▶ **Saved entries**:
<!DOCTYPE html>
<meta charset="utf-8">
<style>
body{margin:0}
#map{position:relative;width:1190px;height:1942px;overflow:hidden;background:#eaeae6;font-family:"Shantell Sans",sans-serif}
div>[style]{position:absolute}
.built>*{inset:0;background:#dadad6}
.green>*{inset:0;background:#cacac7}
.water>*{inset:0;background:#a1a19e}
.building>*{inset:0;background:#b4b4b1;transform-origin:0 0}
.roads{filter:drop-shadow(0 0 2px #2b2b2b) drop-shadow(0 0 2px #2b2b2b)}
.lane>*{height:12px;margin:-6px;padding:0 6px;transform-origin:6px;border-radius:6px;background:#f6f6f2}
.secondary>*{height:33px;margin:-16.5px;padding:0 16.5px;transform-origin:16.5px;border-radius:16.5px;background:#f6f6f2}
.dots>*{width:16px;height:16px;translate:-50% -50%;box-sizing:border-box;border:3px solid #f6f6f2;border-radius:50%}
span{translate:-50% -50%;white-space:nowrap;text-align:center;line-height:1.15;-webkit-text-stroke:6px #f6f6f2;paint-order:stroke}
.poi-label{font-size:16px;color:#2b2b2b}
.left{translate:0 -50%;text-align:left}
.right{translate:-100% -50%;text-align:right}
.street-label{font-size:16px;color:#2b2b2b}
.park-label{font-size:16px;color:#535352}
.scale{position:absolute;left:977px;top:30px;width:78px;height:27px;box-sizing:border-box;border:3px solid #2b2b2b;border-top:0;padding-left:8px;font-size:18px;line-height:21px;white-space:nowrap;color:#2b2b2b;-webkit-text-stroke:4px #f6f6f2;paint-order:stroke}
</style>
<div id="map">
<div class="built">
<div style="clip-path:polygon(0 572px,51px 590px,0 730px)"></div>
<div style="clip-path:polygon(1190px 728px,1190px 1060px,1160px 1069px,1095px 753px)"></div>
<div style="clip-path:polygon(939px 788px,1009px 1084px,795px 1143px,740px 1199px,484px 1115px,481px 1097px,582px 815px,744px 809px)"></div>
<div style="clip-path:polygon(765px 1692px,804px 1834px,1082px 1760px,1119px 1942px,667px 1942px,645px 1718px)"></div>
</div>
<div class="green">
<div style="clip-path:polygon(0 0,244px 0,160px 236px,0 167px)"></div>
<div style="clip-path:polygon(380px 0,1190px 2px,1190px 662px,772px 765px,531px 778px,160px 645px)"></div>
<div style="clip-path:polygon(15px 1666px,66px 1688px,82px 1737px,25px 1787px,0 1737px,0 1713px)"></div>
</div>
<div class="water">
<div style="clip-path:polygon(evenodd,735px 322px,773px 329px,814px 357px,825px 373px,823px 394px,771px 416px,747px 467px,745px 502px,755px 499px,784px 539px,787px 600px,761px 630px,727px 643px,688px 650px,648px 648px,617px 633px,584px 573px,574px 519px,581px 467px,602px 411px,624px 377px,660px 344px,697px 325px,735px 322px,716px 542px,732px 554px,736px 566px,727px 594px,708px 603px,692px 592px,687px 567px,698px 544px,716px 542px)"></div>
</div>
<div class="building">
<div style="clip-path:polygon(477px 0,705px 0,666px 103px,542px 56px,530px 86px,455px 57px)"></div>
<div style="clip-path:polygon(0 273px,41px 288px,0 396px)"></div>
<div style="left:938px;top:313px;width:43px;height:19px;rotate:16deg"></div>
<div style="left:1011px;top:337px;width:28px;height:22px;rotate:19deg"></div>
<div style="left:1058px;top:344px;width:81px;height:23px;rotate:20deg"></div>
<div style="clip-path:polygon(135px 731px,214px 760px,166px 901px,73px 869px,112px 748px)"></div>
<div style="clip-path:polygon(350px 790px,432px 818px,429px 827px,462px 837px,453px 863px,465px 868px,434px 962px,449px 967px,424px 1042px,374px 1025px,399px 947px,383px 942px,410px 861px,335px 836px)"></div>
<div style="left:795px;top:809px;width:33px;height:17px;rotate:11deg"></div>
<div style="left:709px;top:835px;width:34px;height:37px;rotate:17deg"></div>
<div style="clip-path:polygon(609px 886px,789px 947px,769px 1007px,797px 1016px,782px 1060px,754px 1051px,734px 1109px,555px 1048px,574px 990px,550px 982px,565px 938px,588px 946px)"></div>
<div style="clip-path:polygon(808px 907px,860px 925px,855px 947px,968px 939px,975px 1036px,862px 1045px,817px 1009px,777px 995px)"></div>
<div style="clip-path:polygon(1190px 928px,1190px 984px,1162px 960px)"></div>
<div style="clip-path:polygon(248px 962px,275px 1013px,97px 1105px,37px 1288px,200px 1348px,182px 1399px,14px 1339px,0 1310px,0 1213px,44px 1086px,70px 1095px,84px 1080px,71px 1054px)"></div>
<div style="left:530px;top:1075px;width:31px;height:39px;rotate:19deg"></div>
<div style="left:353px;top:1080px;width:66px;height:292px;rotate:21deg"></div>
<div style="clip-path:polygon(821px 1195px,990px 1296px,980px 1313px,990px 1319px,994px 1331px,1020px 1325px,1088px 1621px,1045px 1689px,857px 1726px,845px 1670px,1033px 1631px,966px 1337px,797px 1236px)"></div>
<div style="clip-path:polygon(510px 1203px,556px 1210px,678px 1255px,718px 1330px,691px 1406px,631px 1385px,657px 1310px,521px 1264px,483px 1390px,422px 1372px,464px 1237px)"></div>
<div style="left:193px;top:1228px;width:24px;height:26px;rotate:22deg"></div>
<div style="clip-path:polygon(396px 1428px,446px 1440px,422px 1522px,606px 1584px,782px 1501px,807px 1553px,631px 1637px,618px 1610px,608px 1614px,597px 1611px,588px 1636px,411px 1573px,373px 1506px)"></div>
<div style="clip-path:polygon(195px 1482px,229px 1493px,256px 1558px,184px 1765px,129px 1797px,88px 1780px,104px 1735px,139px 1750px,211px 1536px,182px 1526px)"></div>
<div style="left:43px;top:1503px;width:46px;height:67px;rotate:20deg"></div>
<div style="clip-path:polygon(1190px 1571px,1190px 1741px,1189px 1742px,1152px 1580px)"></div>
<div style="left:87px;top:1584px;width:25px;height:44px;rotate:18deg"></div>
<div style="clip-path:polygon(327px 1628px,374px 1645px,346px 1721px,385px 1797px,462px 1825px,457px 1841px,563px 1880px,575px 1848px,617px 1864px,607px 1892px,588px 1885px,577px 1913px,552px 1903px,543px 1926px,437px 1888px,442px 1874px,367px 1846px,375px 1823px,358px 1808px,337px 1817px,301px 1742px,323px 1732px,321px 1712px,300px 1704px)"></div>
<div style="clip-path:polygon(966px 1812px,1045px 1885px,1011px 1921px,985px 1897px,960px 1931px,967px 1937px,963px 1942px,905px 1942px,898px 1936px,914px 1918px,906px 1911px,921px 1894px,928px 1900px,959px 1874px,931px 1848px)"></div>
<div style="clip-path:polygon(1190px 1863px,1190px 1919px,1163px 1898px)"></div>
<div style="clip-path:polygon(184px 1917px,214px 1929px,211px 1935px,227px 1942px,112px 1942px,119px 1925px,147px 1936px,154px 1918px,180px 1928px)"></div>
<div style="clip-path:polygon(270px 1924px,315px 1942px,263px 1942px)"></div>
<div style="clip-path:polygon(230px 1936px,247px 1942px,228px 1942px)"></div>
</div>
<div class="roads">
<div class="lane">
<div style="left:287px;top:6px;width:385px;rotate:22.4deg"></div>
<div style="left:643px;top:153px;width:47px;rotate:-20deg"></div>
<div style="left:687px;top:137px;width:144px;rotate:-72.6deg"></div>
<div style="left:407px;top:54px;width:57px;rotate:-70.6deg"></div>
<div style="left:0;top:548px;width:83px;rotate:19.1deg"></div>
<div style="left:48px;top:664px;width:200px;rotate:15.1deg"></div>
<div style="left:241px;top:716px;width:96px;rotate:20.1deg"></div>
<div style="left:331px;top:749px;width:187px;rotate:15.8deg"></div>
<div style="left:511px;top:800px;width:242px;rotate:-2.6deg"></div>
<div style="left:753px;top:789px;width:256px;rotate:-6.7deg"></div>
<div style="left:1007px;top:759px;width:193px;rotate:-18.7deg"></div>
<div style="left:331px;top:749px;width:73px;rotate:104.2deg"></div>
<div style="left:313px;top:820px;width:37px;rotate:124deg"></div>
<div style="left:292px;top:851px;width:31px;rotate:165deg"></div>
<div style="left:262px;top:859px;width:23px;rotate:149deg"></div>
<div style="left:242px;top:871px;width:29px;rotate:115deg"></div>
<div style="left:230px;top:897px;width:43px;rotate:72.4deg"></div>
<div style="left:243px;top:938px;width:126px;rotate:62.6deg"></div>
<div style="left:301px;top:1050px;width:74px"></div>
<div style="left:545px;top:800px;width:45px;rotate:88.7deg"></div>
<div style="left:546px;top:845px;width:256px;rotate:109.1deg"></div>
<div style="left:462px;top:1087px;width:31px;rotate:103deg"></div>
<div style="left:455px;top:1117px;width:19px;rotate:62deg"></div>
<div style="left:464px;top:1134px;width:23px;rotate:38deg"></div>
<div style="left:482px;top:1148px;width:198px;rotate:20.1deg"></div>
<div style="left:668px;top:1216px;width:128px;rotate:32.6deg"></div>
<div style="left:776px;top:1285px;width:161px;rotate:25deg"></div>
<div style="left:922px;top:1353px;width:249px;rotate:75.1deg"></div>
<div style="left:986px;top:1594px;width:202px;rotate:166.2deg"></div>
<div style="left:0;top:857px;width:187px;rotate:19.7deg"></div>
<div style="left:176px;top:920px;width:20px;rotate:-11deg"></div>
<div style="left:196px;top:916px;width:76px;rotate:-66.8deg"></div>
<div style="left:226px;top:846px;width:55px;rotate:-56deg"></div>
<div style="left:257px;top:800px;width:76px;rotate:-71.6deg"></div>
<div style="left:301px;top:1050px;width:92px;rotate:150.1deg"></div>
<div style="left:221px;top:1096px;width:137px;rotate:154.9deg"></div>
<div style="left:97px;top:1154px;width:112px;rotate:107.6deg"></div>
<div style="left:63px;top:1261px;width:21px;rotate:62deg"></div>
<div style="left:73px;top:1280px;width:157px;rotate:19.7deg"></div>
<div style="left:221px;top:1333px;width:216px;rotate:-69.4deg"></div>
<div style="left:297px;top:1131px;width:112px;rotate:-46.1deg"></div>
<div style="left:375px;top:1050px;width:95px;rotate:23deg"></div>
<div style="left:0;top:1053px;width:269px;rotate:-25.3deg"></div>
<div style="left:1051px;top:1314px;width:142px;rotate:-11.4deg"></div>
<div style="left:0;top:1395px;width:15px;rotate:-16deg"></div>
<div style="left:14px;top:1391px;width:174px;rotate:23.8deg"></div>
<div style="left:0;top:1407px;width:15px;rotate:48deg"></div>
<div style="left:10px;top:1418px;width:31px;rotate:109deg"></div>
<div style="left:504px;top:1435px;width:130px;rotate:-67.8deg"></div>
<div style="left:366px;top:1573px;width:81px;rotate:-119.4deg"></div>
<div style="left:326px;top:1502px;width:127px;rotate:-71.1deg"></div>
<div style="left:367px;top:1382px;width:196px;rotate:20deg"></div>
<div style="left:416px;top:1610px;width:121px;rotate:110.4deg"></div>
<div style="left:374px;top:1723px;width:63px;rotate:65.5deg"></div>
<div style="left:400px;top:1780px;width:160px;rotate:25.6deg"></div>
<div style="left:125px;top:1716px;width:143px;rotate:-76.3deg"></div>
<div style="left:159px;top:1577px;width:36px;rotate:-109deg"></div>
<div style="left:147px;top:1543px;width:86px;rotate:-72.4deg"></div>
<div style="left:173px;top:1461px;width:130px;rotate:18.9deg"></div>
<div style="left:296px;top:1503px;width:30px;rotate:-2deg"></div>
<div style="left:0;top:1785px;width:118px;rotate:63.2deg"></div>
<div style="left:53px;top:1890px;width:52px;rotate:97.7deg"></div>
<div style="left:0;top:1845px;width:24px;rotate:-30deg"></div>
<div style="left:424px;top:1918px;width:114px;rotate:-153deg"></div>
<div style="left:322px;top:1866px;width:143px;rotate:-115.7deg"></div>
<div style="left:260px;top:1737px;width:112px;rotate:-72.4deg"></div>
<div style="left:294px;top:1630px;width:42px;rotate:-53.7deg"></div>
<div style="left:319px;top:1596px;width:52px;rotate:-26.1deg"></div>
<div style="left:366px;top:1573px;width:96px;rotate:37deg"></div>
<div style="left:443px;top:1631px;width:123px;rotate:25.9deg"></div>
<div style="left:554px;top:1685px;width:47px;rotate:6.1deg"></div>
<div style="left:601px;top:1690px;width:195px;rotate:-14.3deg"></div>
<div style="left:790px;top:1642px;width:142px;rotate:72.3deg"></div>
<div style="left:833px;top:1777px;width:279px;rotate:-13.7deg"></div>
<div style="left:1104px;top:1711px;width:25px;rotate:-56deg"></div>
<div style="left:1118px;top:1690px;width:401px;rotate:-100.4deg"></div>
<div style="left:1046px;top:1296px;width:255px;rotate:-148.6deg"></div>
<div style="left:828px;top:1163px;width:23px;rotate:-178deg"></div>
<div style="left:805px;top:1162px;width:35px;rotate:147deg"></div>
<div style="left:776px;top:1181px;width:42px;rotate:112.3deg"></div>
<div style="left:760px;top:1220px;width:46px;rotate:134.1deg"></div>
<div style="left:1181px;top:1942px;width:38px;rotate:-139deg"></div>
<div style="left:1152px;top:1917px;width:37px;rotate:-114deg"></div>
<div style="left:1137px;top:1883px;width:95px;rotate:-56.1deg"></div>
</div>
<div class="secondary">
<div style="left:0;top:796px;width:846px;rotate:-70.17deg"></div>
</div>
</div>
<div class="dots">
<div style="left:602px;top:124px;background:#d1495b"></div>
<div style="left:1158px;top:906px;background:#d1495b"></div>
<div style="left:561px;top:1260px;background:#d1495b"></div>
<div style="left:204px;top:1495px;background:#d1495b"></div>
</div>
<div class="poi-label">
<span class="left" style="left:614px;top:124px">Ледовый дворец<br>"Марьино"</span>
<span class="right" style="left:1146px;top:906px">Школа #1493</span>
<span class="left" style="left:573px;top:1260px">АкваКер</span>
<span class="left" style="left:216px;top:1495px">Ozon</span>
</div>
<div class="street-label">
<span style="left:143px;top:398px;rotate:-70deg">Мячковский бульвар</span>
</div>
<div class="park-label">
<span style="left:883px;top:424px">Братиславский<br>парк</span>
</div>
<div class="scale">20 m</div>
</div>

▶ **Your assignment**:
Using the data above, restate word for word the lines from its opening line through the line that contains "2px #2b2b2b) drop-shadow(0", and no more.

▶ **Answer section**:
<!DOCTYPE html>
<meta charset="utf-8">
<style>
body{margin:0}
#map{position:relative;width:1190px;height:1942px;overflow:hidden;background:#eaeae6;font-family:"Shantell Sans",sans-serif}
div>[style]{position:absolute}
.built>*{inset:0;background:#dadad6}
.green>*{inset:0;background:#cacac7}
.water>*{inset:0;background:#a1a19e}
.building>*{inset:0;background:#b4b4b1;transform-origin:0 0}
.roads{filter:drop-shadow(0 0 2px #2b2b2b) drop-shadow(0 0 2px #2b2b2b)}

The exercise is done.